# [EXERCISE DESCRIPTION]
I'd like every line in the following listing that holds "place" copied.
════
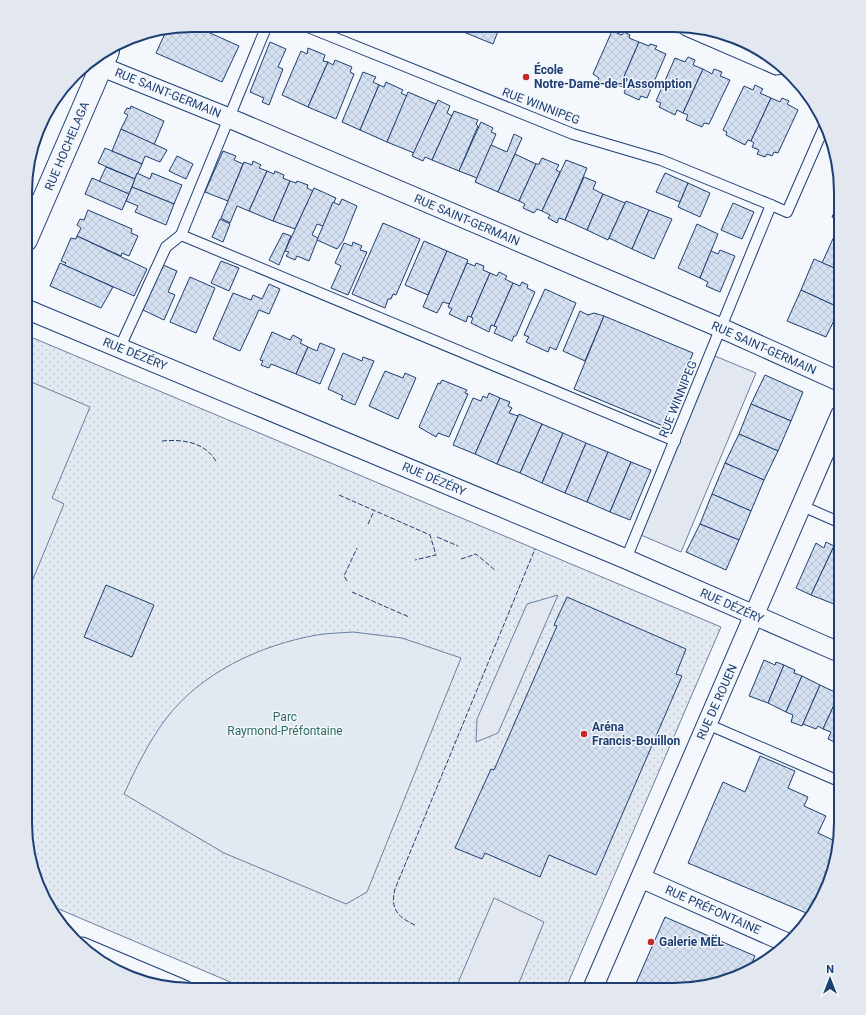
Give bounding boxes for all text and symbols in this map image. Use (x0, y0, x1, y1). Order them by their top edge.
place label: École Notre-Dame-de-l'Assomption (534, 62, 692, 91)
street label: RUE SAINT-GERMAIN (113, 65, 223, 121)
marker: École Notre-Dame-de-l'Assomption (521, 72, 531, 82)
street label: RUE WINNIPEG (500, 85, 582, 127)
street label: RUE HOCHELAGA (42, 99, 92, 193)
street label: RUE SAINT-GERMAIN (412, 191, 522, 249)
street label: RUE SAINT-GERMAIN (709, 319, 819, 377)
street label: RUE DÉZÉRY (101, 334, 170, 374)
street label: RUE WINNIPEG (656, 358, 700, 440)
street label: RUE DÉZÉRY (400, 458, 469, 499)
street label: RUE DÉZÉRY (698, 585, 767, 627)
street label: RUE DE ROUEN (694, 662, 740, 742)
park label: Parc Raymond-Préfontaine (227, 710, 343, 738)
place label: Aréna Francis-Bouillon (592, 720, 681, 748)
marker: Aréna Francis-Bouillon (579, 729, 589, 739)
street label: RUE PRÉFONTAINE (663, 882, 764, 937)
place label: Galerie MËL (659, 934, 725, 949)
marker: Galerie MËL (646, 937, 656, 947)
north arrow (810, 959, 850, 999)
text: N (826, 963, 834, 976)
════
# [ANSWER SECTION]
place label: École Notre-Dame-de-l'Assomption (534, 62, 692, 91)
place label: Aréna Francis-Bouillon (592, 720, 681, 748)
place label: Galerie MËL (659, 934, 725, 949)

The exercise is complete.